### DATA RECORDS
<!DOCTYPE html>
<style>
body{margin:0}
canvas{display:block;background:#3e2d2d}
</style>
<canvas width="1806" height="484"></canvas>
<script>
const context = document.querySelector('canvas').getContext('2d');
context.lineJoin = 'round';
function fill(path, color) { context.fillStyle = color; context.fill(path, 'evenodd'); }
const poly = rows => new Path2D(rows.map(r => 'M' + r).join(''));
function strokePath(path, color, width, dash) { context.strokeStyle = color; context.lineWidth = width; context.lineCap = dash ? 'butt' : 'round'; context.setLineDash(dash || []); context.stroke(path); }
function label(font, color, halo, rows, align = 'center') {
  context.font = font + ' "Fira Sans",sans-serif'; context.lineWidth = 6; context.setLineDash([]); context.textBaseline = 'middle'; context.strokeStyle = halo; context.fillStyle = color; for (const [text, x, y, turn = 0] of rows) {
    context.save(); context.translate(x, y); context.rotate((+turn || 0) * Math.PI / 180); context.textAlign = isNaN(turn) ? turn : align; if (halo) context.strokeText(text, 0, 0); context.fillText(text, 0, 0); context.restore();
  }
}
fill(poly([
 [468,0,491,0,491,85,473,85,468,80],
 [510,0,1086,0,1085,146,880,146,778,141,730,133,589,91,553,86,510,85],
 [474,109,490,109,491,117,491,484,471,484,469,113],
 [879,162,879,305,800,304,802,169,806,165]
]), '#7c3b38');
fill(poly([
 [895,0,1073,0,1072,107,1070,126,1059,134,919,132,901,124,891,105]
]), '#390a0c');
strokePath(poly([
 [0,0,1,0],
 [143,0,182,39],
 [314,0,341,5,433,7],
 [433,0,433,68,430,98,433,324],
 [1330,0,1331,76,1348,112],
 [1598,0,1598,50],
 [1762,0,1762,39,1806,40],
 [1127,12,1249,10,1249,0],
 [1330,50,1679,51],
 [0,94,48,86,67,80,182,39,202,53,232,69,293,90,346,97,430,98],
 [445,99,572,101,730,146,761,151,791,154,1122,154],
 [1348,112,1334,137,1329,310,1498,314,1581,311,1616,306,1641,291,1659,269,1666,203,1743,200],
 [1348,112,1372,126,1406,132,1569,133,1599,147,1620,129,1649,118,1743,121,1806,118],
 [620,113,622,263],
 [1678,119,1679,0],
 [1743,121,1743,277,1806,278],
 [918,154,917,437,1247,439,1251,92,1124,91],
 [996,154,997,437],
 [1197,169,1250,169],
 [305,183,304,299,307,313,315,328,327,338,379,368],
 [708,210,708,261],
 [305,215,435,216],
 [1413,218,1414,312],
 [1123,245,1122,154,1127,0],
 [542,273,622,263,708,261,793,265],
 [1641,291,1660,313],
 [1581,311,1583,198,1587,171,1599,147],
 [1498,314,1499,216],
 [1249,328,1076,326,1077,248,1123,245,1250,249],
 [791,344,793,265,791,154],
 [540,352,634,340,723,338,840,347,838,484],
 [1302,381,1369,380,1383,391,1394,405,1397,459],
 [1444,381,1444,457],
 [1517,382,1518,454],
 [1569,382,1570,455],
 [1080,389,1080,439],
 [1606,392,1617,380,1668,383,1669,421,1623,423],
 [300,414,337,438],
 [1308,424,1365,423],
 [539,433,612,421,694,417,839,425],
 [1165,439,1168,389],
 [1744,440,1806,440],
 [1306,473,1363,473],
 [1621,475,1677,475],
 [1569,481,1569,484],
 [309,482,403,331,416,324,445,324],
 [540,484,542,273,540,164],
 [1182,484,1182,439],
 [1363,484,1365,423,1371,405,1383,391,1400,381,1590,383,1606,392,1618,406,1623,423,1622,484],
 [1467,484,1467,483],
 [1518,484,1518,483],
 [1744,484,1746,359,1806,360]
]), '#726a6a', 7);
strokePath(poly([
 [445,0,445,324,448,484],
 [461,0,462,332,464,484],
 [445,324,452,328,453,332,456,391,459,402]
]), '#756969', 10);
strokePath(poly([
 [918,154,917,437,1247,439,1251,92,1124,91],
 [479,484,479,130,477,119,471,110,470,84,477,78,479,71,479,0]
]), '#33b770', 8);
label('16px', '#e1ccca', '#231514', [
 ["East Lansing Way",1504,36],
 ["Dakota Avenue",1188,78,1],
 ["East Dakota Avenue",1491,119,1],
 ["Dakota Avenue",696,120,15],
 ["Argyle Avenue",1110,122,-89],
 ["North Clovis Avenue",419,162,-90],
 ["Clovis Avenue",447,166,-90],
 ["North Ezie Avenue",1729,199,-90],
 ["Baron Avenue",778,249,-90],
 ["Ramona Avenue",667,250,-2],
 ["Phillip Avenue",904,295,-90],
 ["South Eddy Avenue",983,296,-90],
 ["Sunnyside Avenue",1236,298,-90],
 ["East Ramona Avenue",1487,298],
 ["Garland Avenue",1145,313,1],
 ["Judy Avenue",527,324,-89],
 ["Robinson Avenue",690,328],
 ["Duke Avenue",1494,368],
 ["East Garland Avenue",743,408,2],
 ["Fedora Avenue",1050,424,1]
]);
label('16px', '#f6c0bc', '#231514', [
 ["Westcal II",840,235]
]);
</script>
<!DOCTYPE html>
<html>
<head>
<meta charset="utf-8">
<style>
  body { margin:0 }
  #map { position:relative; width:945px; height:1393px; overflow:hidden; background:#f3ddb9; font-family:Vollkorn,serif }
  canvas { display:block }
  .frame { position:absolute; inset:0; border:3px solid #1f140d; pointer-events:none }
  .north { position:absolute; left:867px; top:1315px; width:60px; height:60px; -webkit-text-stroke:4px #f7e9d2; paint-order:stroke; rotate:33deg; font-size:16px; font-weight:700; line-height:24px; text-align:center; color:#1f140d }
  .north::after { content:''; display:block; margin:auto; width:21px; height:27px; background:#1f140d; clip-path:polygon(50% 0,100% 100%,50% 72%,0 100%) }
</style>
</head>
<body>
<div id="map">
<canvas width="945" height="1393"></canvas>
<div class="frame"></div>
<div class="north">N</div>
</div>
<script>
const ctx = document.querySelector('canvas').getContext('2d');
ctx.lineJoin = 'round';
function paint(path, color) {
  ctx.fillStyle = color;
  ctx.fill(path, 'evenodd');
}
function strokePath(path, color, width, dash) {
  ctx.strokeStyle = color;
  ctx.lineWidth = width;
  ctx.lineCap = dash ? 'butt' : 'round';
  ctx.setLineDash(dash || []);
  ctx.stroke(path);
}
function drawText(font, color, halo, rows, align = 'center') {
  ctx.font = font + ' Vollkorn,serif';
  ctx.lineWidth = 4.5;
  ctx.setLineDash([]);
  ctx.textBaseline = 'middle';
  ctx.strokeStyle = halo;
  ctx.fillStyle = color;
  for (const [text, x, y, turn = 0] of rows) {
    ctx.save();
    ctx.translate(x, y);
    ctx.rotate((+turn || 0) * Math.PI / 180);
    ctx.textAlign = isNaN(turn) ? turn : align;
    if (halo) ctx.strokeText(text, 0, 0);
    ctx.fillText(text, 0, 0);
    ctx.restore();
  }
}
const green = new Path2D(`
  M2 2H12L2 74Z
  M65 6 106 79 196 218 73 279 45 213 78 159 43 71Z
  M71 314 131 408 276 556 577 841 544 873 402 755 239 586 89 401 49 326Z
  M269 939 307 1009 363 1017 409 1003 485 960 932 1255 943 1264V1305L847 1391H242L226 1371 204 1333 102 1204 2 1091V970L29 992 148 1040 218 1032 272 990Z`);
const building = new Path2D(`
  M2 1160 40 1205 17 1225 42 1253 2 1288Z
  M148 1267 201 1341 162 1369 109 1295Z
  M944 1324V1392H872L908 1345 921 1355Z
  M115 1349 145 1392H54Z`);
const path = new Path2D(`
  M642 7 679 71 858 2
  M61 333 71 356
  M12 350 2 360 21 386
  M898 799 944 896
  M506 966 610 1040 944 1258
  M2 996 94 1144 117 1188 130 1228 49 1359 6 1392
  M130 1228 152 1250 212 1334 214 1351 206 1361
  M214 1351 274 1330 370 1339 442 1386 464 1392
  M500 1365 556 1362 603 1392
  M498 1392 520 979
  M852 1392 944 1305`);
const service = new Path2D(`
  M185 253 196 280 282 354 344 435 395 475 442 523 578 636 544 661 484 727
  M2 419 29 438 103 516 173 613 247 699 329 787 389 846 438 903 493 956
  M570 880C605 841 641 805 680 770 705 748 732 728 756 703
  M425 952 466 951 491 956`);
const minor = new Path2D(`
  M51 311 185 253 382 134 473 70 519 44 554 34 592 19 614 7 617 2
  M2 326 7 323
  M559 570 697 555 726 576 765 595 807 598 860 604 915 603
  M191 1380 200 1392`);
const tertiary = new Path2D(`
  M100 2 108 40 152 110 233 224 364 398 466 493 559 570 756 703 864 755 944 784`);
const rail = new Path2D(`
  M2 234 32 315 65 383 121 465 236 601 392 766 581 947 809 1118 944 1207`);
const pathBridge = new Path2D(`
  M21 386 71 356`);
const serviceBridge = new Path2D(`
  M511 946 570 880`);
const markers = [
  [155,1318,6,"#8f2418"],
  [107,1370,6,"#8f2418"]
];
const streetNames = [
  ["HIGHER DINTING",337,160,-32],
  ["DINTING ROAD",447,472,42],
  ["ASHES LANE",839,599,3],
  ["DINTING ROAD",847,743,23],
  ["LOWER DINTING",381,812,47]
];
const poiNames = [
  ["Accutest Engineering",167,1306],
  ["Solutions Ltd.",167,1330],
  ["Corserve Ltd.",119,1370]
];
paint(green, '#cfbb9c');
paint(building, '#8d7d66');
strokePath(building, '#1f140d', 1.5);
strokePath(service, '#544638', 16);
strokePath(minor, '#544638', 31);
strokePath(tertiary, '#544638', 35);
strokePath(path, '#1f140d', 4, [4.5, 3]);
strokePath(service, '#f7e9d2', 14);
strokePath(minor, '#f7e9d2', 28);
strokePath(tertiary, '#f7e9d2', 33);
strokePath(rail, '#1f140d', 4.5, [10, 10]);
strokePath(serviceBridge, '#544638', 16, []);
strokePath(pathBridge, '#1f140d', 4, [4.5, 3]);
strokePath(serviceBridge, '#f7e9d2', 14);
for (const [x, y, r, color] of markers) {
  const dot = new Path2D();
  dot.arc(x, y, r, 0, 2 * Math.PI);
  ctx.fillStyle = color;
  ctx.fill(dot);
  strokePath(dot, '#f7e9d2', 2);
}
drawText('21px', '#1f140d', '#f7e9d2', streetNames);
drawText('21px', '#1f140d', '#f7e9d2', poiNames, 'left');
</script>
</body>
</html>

### TASK GOAL
Taking the records above, retype every line from the one with "ctx.setLineDash([]);" down to the one with "M148 1267 201 1341 162 1369 109 1295Z", exactly and with nothing else.

### RESPONSE FOR THIS EXERCISE
  ctx.setLineDash([]);
  ctx.textBaseline = 'middle';
  ctx.strokeStyle = halo;
  ctx.fillStyle = color;
  for (const [text, x, y, turn = 0] of rows) {
    ctx.save();
    ctx.translate(x, y);
    ctx.rotate((+turn || 0) * Math.PI / 180);
    ctx.textAlign = isNaN(turn) ? turn : align;
    if (halo) ctx.strokeText(text, 0, 0);
    ctx.fillText(text, 0, 0);
    ctx.restore();
  }
}
const green = new Path2D(`
  M2 2H12L2 74Z
  M65 6 106 79 196 218 73 279 45 213 78 159 43 71Z
  M71 314 131 408 276 556 577 841 544 873 402 755 239 586 89 401 49 326Z
  M269 939 307 1009 363 1017 409 1003 485 960 932 1255 943 1264V1305L847 1391H242L226 1371 204 1333 102 1204 2 1091V970L29 992 148 1040 218 1032 272 990Z`);
const building = new Path2D(`
  M2 1160 40 1205 17 1225 42 1253 2 1288Z
  M148 1267 201 1341 162 1369 109 1295Z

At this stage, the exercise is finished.